La poderosa pick up que manda en la nieve y el frío invernal

La Ford F-550 que se encarga de esta misión no es una pick up cualquiera: estamos hablando de un versión chasis cabina Super Duty, que bajo el capó monta un motor diésel V8 Power Stroke de 6.7 litros. Este bloque, aunque originalmente está enfocado a aplicaciones más utilitarias que de performance pura, entrega al menos 300 caballos de fuerza y 660 libras-pie de torque (unos 895 Nm), suficientes para mover un mastodonte de estas dimensiones a través de nieve, hielo y pendientes traicioneras.

ford-f-550-pick-up-ruedas-gigantes

Lo que hace especial a esta pick up no es solo su corazón, sino cómo está adaptada para enfrentar rutas que quedarían totalmente cerradas para cualquier vehículo convencional. Cada rueda monta un neumático Michelin CARGOXBIB de alta flotación con medidas 560/60 R22.5, lo que equivale a gigantescas gomas de 49 pulgadas de alto (124 cm) y 22 pulgadas de ancho (56 cm), diseñadas para “flotar” sobre la nieve en lugar de hundirse en ella.

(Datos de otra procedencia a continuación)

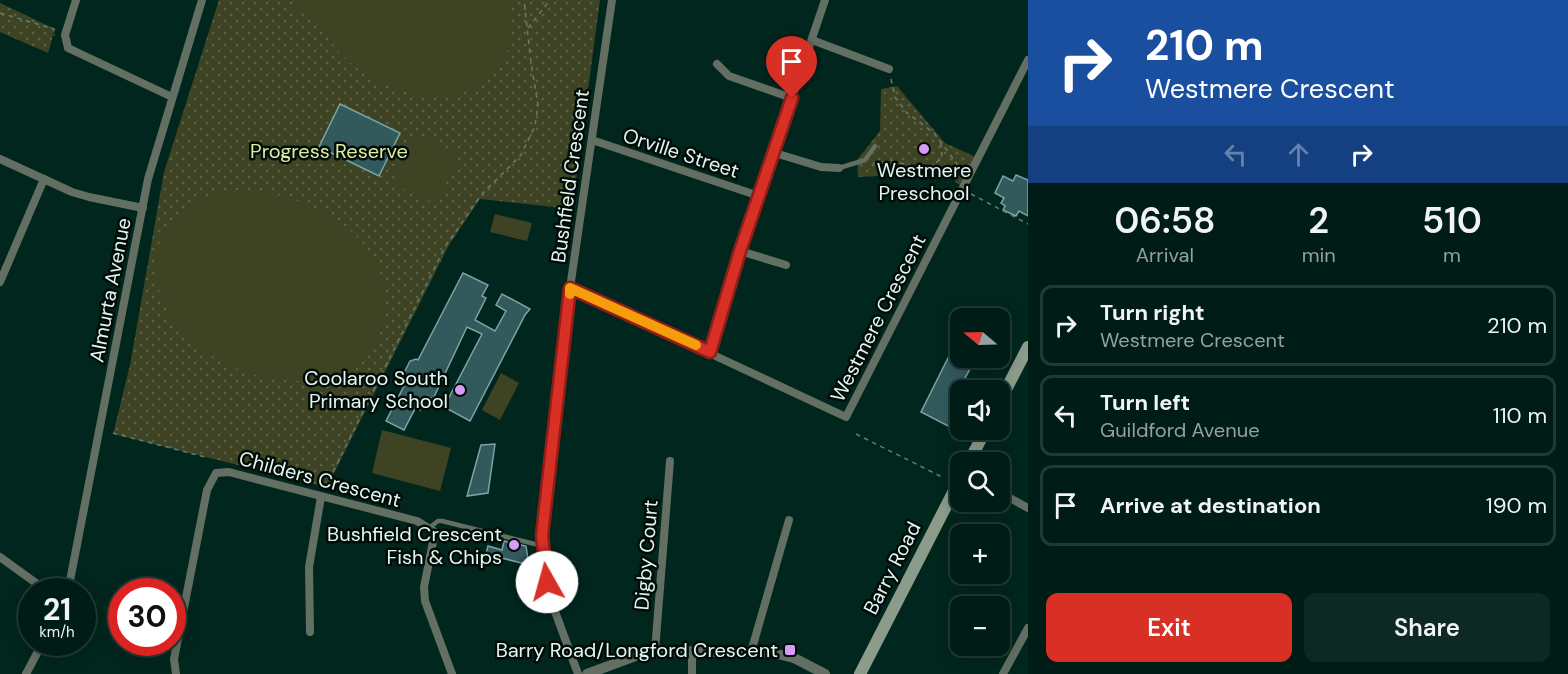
<!DOCTYPE html>
<html lang="en">
<head>
<meta charset="utf-8">
<style>
	:root { --surface:#001c16; --page:#0e2923; --text:#f1f3f6; --muted:#95a1a1; --line:#223a35; --accent:#d93025 }
	body { margin:0; font-family:"DM Sans",sans-serif; background:var(--page); color:var(--text); height:100vh; display:flex; flex-direction:column; font-size:22px; white-space:nowrap }
	* { box-sizing:border-box; margin:0 }
	p { font-size:20px; color:var(--muted) }
	.icon { flex:none; width:33px; height:33px; fill:none; stroke:currentColor; stroke-width:2; stroke-linecap:round; stroke-linejoin:round }
	.map { position:relative; flex:1; overflow:hidden }
	.panel { display:flex; flex-direction:column; background:var(--surface); width:540px }
	.panel>* { flex:none }
	.hud { background:#1a4fa0; color:#fff; overflow:hidden }
	.needle { width:39px; rotate:289deg }
	.tools { position:absolute; left:950px; top:308px; display:grid; gap:12px }
	.tools a { display:grid; place-items:center; width:60px; height:60px; border-radius:12px; background:var(--surface); box-shadow:0 3px 15px #0003,0 0 0 2px var(--line); font-size:30px }
	.speed { position:absolute; left:18px; top:578px; display:flex; gap:12px; font-size:30px; font-weight:700; text-align:center }
	.speed>* { display:grid; place-content:center; width:78px; height:78px; border-radius:50%; background:var(--surface); box-shadow:0 3px 15px #0003,0 0 0 2px var(--line); line-height:1 }
	.speed small { font-size:15px; font-weight:400 }
	.speed .limit { border:9px solid #d22; background:#fff; color:#111 }
	.pin { position:absolute; display:grid; place-items:center; width:51px; height:51px; color:#fff; margin:-62px -26px; border-radius:50% 50% 50% 0; rotate:-45deg; box-shadow:0 0 6px #0007 }
	.pin .icon { rotate:45deg }
	.me { position:absolute; width:66px; margin:-33px; rotate:353deg; stroke-linejoin:round; filter:drop-shadow(0 0 4px #0008) }
	.turn { display:flex; align-items:center; gap:21px; height:126px; padding:0 18px; font-size:27px }
	.turn .icon { width:78px; height:78px; stroke-width:2.5 }
	.turn b { display:block; font-size:42px; line-height:51px }
	.lanes { display:flex; align-items:center; height:57px; padding:0 18px; background:#0003; justify-content:center; gap:30px; direction:ltr }
	.lanes .off { opacity:.35 }
	.eta { display:flex; justify-content:space-evenly; align-items:center; height:102px; text-align:center }
	.eta b { font-size:36px; font-weight:600; line-height:42px }
	.button { display:flex; gap:12px; margin-top:auto; padding:12px 18px }
	.button a { flex:1; height:69px; border-radius:12px; background:var(--accent); color:#fff; font-size:24px; font-weight:600; line-height:69px; text-align:center }
	.button a+a { background:var(--page); color:var(--text) }
	ul { padding:0; list-style:none }
	li { display:flex; align-items:center; gap:18px; height:81px; margin:0 12px 9px; padding:0 6px; border:3px solid var(--line); border-radius:12px }
	li div { flex:1 }
	li b { display:block; font-size:22px }
	li em { font-style:normal }
	main { display:flex; flex:1; min-height:0 }
	.map>svg:first-child { display:block }
</style>
</head>
<body>
<main>
<div class="map">
<svg width="1028" height="674" viewBox="0 0 1028 674">
	<defs>
		<pattern id="park-dots" width="8" height="8" patternUnits="userSpaceOnUse" patternTransform="scale(1.5)"><rect width="8" height="8" fill="#3e4423"/><path d="M2 2h.1M6 6h.1" fill="none" stroke="#5a6043" stroke-width="1.8" stroke-linecap="round"/></pattern>
	</defs>
	<rect width="100%" height="100%" fill="#00261d"/>
	<g fill="url(#park-dots)">
		<polygon points="219,0 600,0 572,209 480,199 449,245 327,487 113,434 130,365 164,172"/>
		<polygon points="0,3 55,29 48,53 0,32"/>
		<polygon points="897,86 945,143 976,157 962,186 955,182 957,172 858,177 857,160 880,131 881,89"/>
	</g>
	<g fill="#3e4423">
		<path d="M295,0H507C514,18 514,36 506,54C484,103 424,103 382,83C362,74 345,60 332,43C327,36 324,24 317,20C310,15 300,12 292,9Z"/>
		<polygon points="416,134 460,155 436,204 392,183"/>
		<path d="M232,190C295,189 380,225 385,297C386,320 381,339 364,355C350,369 333,378 312,380C246,388 156,341 156,267C156,247 162,232 176,218C191,201 210,194 232,190Z"/>
		<polygon points="495,214 532,223 527,241 490,232"/>
		<polygon points="501,373 519,383 500,420 482,410"/>
		<polygon points="382,430 451,448 440,491 372,473"/>
	</g>
	<g fill="#325a5d" stroke="#7aa4a6" stroke-width="1.5">
		<polygon points="340,104 400,133 379,176 319,147"/>
		<polygon points="1016,175 1028,180 1028,216 1019,211 1016,216 1003,210 1005,206 1001,203 1004,198 995,193 1003,176 1013,181"/>
		<polygon points="463,273 488,285 482,296 486,298 475,320 495,331 506,311 496,305 502,294 530,309 525,315 470,421 444,407 482,334 467,327 433,399 427,396 420,410 416,407 404,430 386,421 405,384 400,381 410,361 416,359 418,360"/>
		<polygon points="949,356 970,369 963,382 980,390 960,390 960,412 952,428 921,412"/>
		<polygon points="495,444 488,493 467,496 481,445"/>
		<polygon points="504,541 526,546 529,565 486,554 488,546 502,550"/>
	</g>
	<g fill="none" stroke-linecap="round" stroke-linejoin="round">
		<g stroke="#5f7e76" stroke-width="1.5" stroke-dasharray="4.5 4.5" stroke-linecap="butt">
			<polyline points="0,13 54,29 53,34 55,35"/>
			<polyline points="528,28 550,0"/>
			<polyline points="891,79 895,97 906,112 934,133 960,168"/>
			<polyline points="873,163 892,161 912,166 963,170"/>
			<polyline points="929,168 942,158 941,143"/>
			<polyline points="971,194 1028,224"/>
			<polyline points="113,433 205,457"/>
			<polyline points="856,434 944,478"/>
			<polyline points="325,488 445,247 481,195 521,155 535,126 538,105 531,63 524,0"/>
		</g>
		<g stroke="#646f64" stroke-width="4.5">
			<polyline points="839,168 865,160 875,146"/>
			<polyline points="429,528 438,521 442,521 543,546"/>
		</g>
		<g stroke="#646f64" stroke-width="8">
			<polyline points="76,0 65,35 68,48 172,97"/>
			<polyline points="812,40 889,69"/>
			<polyline points="717,64 729,76 792,98"/>
			<polyline points="592,140 759,196"/>
			<polyline points="775,153 821,167 839,168"/>
			<polyline points="0,159 72,192 89,197 143,208"/>
			<polyline points="740,251 786,265"/>
			<polyline points="0,282 44,179"/>
			<polyline points="570,288 846,417 1028,60"/>
			<polyline points="710,352 740,251 825,0"/>
			<polyline points="999,492 1028,508"/>
			<polyline points="0,557 47,591"/>
			<polyline points="68,591 148,179 202,0"/>
			<polyline points="310,632 309,567 321,497"/>
			<polyline points="655,651 670,461"/>
			<polyline points="751,652 789,520"/>
			<polyline points="26,674 43,642"/>
			<polyline points="176,674 174,659 207,490 216,473 229,472 417,521 435,532 424,587 425,601 452,674"/>
			<polyline points="578,674 549,595 542,535 570,288 612,0"/>
			<polyline points="692,674 692,651"/>
			<polyline points="1003,674 1028,628"/>
		</g>
		<polyline stroke="#646f64" stroke-width="10" points="587,674 641,654 667,651 773,653 794,658 825,674"/>
		<g stroke="#8b9c8b" stroke-width="12">
			<polyline points="999,403 1028,347"/>
			<polyline points="969,462 986,429"/>
			<polyline points="860,674 960,479"/>
		</g>
	</g>
	<g fill="none" stroke-linecap="round" stroke-linejoin="round">
		<defs>
			<polyline id="route" points="547,582 542,535 570,288 710,352 740,251 792,98"/>
		</defs>
		<use href="#route" stroke="#8d1f18" stroke-width="15"/>
		<use href="#route" stroke="#d93025" stroke-width="10"/>
		<polyline stroke="#f59e0b" stroke-width="10" points="570,294 570,288 696,345"/>
	</g>
	<g fill="#d79bf9" stroke="#010c08" stroke-width="2">
		<circle cx="924" cy="149" r="6"/>
		<circle cx="460" cy="390" r="6"/>
		<circle cx="514" cy="545" r="6"/>
		<rect x="784" y="644" width="12" height="12" rx="3"/>
	</g>
	<g text-anchor="middle" stroke-width="5" stroke-linejoin="round" paint-order="stroke">
		<g font-size="20" fill="#ddec9f" stroke="#010c08">
			<text x="329" y="158">Progress Reserve</text>
		</g>
		<g font-size="20" fill="#e3f7f0" stroke="#010c08">
			<text transform="translate(681 153) rotate(18)" y="7">Orville Street</text>
			<text transform="translate(570 176) rotate(-82)" y="7">Bushfield Crescent</text>
			<text transform="translate(110 290) rotate(-79)" y="7">Almurta Avenue</text>
			<text transform="translate(878 318) rotate(-63)" y="7">Westmere Crescent</text>
			<text transform="translate(320 479) rotate(15)" y="7">Childers Crescent</text>
			<text transform="translate(646 555) rotate(-85)" y="7">Digby Court</text>
			<text transform="translate(892 568) rotate(-63)" y="7">Barry Road</text>
		</g>
		<g font-size="20" fill="#e3f7f0" stroke="#010c08" text-anchor="end">
			<text x="924" y="177" text-anchor="middle">Westmere<tspan x="924" dy="23">Preschool</tspan></text>
			<text x="448" y="385">Coolaroo South<tspan x="448" dy="23">Primary School</tspan></text>
			<text x="502" y="541">Bushfield Crescent<tspan x="502" dy="23">Fish &amp; Chips</tspan></text>
			<text x="778" y="657">Barry Road/Longford Crescent</text>
		</g>
	</g>
</svg>
<div class="tools">
<a><svg class="needle" viewBox="-14 -14 28 28"><path d="M0-13l5 13h-10z" fill="#e53935"/><path d="M0 13l5-13h-10z" fill="#95a1a1"/></svg></a>
<a><svg class="icon" aria-label="sound" viewBox="0 0 24 24"><path d="M4 9h4l5-4v14l-5-4H4zM17 9q2 3 0 6"/></svg></a>
<a><svg class="icon" aria-label="search" viewBox="0 0 24 24"><circle cx="10" cy="10" r="6"/><path d="M15 15l6 6"/></svg></a>
<a>+</a>
<a>−</a>
</div>
<div class="speed"><div>21<small>km/h</small></div><div class="limit">30</div></div>
<div class="pin" style="left:792px;top:98px;background:#d93025"><svg class="icon" aria-label="arrive" viewBox="0 0 24 24"><path d="M6 21V4h12l-3 4 3 4H6"/></svg></div>
<svg class="me" style="left:547px;top:582px" viewBox="-20 -20 40 40"><circle r="19" fill="#fff"/><path d="M0-13L10 11 0 6-10 11z" fill="#d93025"/></svg>
</div>
<section class="panel">
<div class="hud">
<div class="turn"><svg class="icon" aria-label="right" viewBox="0 0 24 24"><path d="M7 20v-9h11M14 6l5 5-5 5"/></svg><div><b>210 m</b>Westmere Crescent</div></div>
<div class="lanes"><svg class="icon off" aria-label="left" viewBox="0 0 24 24"><path d="M17 20v-9H6M10 6l-5 5 5 5"/></svg><svg class="icon off" aria-label="ahead" viewBox="0 0 24 24"><path d="M12 20V5M6 11l6-6 6 6"/></svg><svg class="icon" aria-label="right" viewBox="0 0 24 24"><path d="M7 20v-9h11M14 6l5 5-5 5"/></svg></div>
</div>
<div class="eta">
<div><b>06:58</b><p>Arrival</p></div>
<div><b>2</b><p>min</p></div>
<div><b>510</b><p>m</p></div>
</div>
<ul>
<li><svg class="icon" aria-label="right" viewBox="0 0 24 24"><path d="M7 20v-9h11M14 6l5 5-5 5"/></svg><div><b>Turn right</b><p>Westmere Crescent</p></div><em>210 m</em></li>
<li><svg class="icon" aria-label="left" viewBox="0 0 24 24"><path d="M17 20v-9H6M10 6l-5 5 5 5"/></svg><div><b>Turn left</b><p>Guildford Avenue</p></div><em>110 m</em></li>
<li><svg class="icon" aria-label="arrive" viewBox="0 0 24 24"><path d="M6 21V4h12l-3 4 3 4H6"/></svg><div><b>Arrive at destination</b></div><em>190 m</em></li>
</ul>
<div class="button"><a>Exit</a><a>Share</a></div>
</section>
</main>
</body>
</html>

Para acomodar estos neumáticos fuera de escala, la suspensión de la pick up F-550 fue modificada radicalmente. El conjunto recibió un kit de elevación de 8 pulgadas (20 cm), ejes reforzados como el Detroit Locker Super 60 y bloques Torklift Stableload en la parte trasera para mejorar la capacidad de carga útil.

No te la pierdas: Esta fue la pick up más vendida de 2025: no es Toyota y lleva 49 años consecutivos de liderazgo

La combinación de estas mejoras permite que la pick up mantenga un centro de gravedad estable y una tracción brutal incluso cuando la superficie bajo las ruedas es considerablemente inestable.

Los caminos que atraviesa esta pick up no son autopistas nevadas: son rutas rurales del Parque Nacional de Yellowstone que, en temporada fría, pueden llegar a parecer pistas lunares blancas. Una vez que las cuatro oficinas postales temporales del parque cierran por las duras condiciones climáticas, esta ruta de aproximadamente 150 millas (casi 240 kilómetros) de ida y vuelta se convierte en la única vía para llevar correspondencia a los residentes dispersos.

ford-f-550-pick-up-ruedas-gigantes

Los viajes se hacen dos veces por semana, y la jornada no se limita solo a cartas: también lleva suministros, paquetes y cualquier cosa que pueda ser esencial para quienes viven aislados.

Con temperaturas que pueden descender por debajo de los –30 °C y vientos que reducen la visibilidad a casi cero, este periplo invernal pone a prueba tanto al conductor como al vehículo. Ahí entra en escena Rachel Cudmore, ranger de Yellowstone y mensajera de invierno, que conduce esta pick up monstruosa con profesionalismo para cumplir su labor sin importar qué tan complicado se ponga el clima. Su experiencia y conocimiento del terreno son tan importantes como la propia ingeniería del vehículo.

Y si bien el reto principal es entregar correo, el trasfondo es un recordatorio de cómo vehículos robustos y bien preparados pueden seguir conectando comunidades incluso en los escenarios más hostiles.